Extracted information ::
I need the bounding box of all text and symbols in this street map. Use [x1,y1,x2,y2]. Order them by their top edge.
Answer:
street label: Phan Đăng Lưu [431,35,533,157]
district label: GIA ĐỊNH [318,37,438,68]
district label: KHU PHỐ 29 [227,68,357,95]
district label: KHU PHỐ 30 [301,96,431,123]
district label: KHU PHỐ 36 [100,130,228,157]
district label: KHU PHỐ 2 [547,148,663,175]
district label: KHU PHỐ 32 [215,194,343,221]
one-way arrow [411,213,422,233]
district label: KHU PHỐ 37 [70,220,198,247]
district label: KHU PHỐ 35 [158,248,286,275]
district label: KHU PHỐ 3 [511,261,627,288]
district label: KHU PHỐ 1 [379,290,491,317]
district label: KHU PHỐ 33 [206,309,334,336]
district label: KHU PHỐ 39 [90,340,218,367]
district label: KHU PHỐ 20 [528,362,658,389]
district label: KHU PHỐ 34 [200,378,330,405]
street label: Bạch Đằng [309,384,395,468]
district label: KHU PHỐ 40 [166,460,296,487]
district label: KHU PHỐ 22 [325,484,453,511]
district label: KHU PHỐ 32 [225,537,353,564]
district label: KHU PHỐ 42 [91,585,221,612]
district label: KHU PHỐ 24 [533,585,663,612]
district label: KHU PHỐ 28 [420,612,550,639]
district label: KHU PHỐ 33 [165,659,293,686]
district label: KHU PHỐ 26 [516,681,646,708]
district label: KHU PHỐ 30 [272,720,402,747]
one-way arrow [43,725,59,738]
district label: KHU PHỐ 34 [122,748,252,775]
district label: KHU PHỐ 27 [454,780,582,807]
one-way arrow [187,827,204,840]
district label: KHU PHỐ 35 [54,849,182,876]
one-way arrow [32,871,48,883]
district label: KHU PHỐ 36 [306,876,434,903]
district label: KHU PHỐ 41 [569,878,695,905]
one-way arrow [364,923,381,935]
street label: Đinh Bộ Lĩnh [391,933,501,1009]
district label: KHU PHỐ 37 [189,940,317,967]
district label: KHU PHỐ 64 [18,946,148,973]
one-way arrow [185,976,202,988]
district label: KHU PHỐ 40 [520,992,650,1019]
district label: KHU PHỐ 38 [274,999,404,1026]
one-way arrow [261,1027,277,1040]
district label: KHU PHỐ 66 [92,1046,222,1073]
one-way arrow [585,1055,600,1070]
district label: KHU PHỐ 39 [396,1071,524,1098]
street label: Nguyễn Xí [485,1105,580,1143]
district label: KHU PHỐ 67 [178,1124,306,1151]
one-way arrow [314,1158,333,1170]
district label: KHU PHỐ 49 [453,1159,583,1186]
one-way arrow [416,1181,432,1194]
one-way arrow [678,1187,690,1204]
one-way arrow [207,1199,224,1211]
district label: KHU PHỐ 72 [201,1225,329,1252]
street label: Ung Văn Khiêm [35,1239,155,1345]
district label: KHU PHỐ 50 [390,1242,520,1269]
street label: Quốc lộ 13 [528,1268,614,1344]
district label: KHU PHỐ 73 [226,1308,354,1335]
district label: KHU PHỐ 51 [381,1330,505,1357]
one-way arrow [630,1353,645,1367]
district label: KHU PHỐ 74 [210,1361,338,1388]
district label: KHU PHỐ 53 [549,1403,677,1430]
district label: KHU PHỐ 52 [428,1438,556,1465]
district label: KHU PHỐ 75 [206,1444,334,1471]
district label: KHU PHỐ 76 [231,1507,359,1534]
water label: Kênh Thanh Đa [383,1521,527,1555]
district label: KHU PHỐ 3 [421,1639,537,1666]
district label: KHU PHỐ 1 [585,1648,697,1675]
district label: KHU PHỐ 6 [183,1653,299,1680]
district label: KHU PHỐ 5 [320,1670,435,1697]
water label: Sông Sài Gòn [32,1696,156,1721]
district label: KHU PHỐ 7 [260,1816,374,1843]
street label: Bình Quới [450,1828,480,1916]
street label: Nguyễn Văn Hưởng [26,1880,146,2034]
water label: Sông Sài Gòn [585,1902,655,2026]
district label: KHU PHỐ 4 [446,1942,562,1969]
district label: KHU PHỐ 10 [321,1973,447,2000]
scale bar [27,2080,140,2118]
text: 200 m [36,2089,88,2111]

Requirement :: Output every record above in full, exactly as it reads.

Problem solution ::
I need the bounding box of all text and symbols in this street map. Use [x1,y1,x2,y2]. Order them by their top edge.
Answer:
street label: Phan Đăng Lưu [431,35,533,157]
district label: GIA ĐỊNH [318,37,438,68]
district label: KHU PHỐ 29 [227,68,357,95]
district label: KHU PHỐ 30 [301,96,431,123]
district label: KHU PHỐ 36 [100,130,228,157]
district label: KHU PHỐ 2 [547,148,663,175]
district label: KHU PHỐ 32 [215,194,343,221]
one-way arrow [411,213,422,233]
district label: KHU PHỐ 37 [70,220,198,247]
district label: KHU PHỐ 35 [158,248,286,275]
district label: KHU PHỐ 3 [511,261,627,288]
district label: KHU PHỐ 1 [379,290,491,317]
district label: KHU PHỐ 33 [206,309,334,336]
district label: KHU PHỐ 39 [90,340,218,367]
district label: KHU PHỐ 20 [528,362,658,389]
district label: KHU PHỐ 34 [200,378,330,405]
street label: Bạch Đằng [309,384,395,468]
district label: KHU PHỐ 40 [166,460,296,487]
district label: KHU PHỐ 22 [325,484,453,511]
district label: KHU PHỐ 32 [225,537,353,564]
district label: KHU PHỐ 42 [91,585,221,612]
district label: KHU PHỐ 24 [533,585,663,612]
district label: KHU PHỐ 28 [420,612,550,639]
district label: KHU PHỐ 33 [165,659,293,686]
district label: KHU PHỐ 26 [516,681,646,708]
district label: KHU PHỐ 30 [272,720,402,747]
one-way arrow [43,725,59,738]
district label: KHU PHỐ 34 [122,748,252,775]
district label: KHU PHỐ 27 [454,780,582,807]
one-way arrow [187,827,204,840]
district label: KHU PHỐ 35 [54,849,182,876]
one-way arrow [32,871,48,883]
district label: KHU PHỐ 36 [306,876,434,903]
district label: KHU PHỐ 41 [569,878,695,905]
one-way arrow [364,923,381,935]
street label: Đinh Bộ Lĩnh [391,933,501,1009]
district label: KHU PHỐ 37 [189,940,317,967]
district label: KHU PHỐ 64 [18,946,148,973]
one-way arrow [185,976,202,988]
district label: KHU PHỐ 40 [520,992,650,1019]
district label: KHU PHỐ 38 [274,999,404,1026]
one-way arrow [261,1027,277,1040]
district label: KHU PHỐ 66 [92,1046,222,1073]
one-way arrow [585,1055,600,1070]
district label: KHU PHỐ 39 [396,1071,524,1098]
street label: Nguyễn Xí [485,1105,580,1143]
district label: KHU PHỐ 67 [178,1124,306,1151]
one-way arrow [314,1158,333,1170]
district label: KHU PHỐ 49 [453,1159,583,1186]
one-way arrow [416,1181,432,1194]
one-way arrow [678,1187,690,1204]
one-way arrow [207,1199,224,1211]
district label: KHU PHỐ 72 [201,1225,329,1252]
street label: Ung Văn Khiêm [35,1239,155,1345]
district label: KHU PHỐ 50 [390,1242,520,1269]
street label: Quốc lộ 13 [528,1268,614,1344]
district label: KHU PHỐ 73 [226,1308,354,1335]
district label: KHU PHỐ 51 [381,1330,505,1357]
one-way arrow [630,1353,645,1367]
district label: KHU PHỐ 74 [210,1361,338,1388]
district label: KHU PHỐ 53 [549,1403,677,1430]
district label: KHU PHỐ 52 [428,1438,556,1465]
district label: KHU PHỐ 75 [206,1444,334,1471]
district label: KHU PHỐ 76 [231,1507,359,1534]
water label: Kênh Thanh Đa [383,1521,527,1555]
district label: KHU PHỐ 3 [421,1639,537,1666]
district label: KHU PHỐ 1 [585,1648,697,1675]
district label: KHU PHỐ 6 [183,1653,299,1680]
district label: KHU PHỐ 5 [320,1670,435,1697]
water label: Sông Sài Gòn [32,1696,156,1721]
district label: KHU PHỐ 7 [260,1816,374,1843]
street label: Bình Quới [450,1828,480,1916]
street label: Nguyễn Văn Hưởng [26,1880,146,2034]
water label: Sông Sài Gòn [585,1902,655,2026]
district label: KHU PHỐ 4 [446,1942,562,1969]
district label: KHU PHỐ 10 [321,1973,447,2000]
scale bar [27,2080,140,2118]
text: 200 m [36,2089,88,2111]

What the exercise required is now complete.